What kind of tank is it?

Measure the top! I have a brand new glass top lid that might work for u


----------



## macframalama (Apr 17, 2012)

i think it is standard 48 x ??? 75 gall is


----------



## ThePhoenix (Jul 23, 2012)

48x18x20

.........


----------



## jlam86 (Dec 7, 2010)

I will check it tomorrow when I get home. sorry for the late reply. Does yours have a center brace?


----------



## BaoBeiZhu (Apr 24, 2010)

i have glass lids for a 90 which i believe is the same for 75.

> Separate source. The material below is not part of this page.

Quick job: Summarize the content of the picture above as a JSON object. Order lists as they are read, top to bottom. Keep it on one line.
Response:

these are in great condition but the only downside is that one of the handles is chipped off, so you would need to go king eds to get one for maybe 2 or 3 dollars.
its nothing to do with the glass lids, as they come seperate anyways. because you attach it yourself.


----------



## ThePhoenix (Jul 23, 2012)

jlam86 said:


> I will check it tomorrow when I get home. sorry for the late reply. Does yours have a center brace?


Yes it does


----------



## ThePhoenix (Jul 23, 2012)

BaoBeiZhu said:


> i have glass lids for a 90 which i believe is the same for 75.
> 
> these are in great condition but the only downside is that one of the handles is chipped off, so you would need to go king eds to get one for maybe 2 or 3 dollars.
> its nothing to do with the glass lids, as they come seperate anyways. because you attach it yourself.

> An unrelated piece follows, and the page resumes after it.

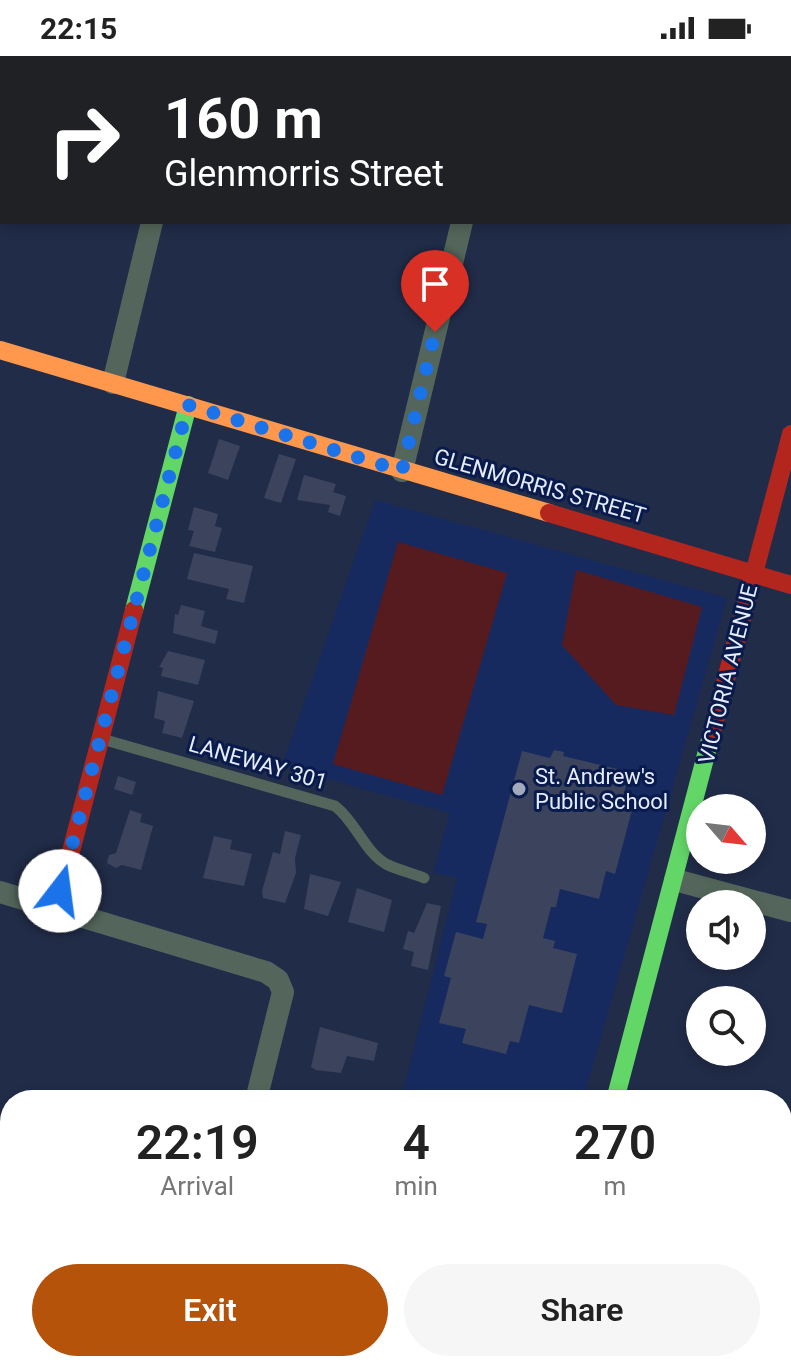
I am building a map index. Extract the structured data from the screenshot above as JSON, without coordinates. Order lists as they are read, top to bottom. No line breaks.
{"streets":{"street":["GLENMORRIS STREET","VICTORIA AVENUE"],"lane":["LANEWAY 301"]},"crossings":[["GLENMORRIS STREET","VICTORIA AVENUE"]],"places":["St. Andrew's Public School"],"north":"bottom right","page":{"status":"22:15","turn":["160 m","Glenmorris Street"],"eta":["22:19","Arrival","4","min","270","m"],"buttons":["Exit","Share"]}}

can you post a pic of the damaged one please?


----------



## jlam86 (Dec 7, 2010)

ok! the one i have is a sliding glass lid by hagen. Model number is A-2814. BRAND SPANKING NEW

It comes with 4 sheets of glass, 4 slides, 2 plastic covers for the very back so you can cut it up for filter arrangement, and 2 handle sticky tabs.

It says it is for 30G-125G tanks.

i measured the slides, they are 16.5" long, and the width of each sheet of glass is 22.4" 

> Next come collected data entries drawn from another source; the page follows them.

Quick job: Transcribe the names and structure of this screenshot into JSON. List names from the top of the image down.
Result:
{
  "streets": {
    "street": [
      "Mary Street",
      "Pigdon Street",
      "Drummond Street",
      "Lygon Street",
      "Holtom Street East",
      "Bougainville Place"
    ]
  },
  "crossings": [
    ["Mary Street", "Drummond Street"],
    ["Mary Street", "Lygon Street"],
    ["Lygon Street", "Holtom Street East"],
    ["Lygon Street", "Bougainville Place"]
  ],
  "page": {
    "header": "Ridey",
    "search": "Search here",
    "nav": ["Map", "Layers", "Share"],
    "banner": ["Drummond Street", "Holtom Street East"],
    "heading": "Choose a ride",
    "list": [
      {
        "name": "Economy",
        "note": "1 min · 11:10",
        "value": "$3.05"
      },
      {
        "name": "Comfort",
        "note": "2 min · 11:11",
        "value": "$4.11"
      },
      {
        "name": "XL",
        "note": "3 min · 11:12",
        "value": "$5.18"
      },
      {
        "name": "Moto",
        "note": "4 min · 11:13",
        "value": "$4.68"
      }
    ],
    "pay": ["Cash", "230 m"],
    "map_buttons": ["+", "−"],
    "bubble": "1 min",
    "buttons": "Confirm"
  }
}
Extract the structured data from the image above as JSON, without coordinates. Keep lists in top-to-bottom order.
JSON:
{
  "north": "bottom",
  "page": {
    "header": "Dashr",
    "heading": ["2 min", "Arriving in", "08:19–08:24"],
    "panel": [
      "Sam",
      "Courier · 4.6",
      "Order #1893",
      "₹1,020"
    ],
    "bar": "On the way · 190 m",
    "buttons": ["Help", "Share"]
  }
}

I am pretty sure this thing will fit your tank. But measure it out and let me know. =)

I want $35 for it.


----------



## macframalama (Apr 17, 2012)

good deal, id go phoenix


----------



## ThePhoenix (Jul 23, 2012)

The openings are 22 X 16 7/16ths


----------



## jlam86 (Dec 7, 2010)

where abouts in vancouver are u located? maybe i can bring it by for a test fit if it's not too far out of my way.


----------



## ThePhoenix (Jul 23, 2012)

Marpole......


----------



## jlam86 (Dec 7, 2010)

Hm...don't head out that way much. If I do, I will fire u a message!


----------



## ThePhoenix (Jul 23, 2012)

lol, vancouver isnt that big, You can be anywhere in like 15 mins max. Im close to the oak st bridge


----------



## ThePhoenix (Jul 23, 2012)

I still need lights for my 75. Anyone have anything for sale?


----------



## aquafunlover (Jul 8, 2012)

Offer on my hood and lights still there. I want $60

Black hood, 2xdual T8 (that's 4 bulbs).

Let me know. You pickup.


----------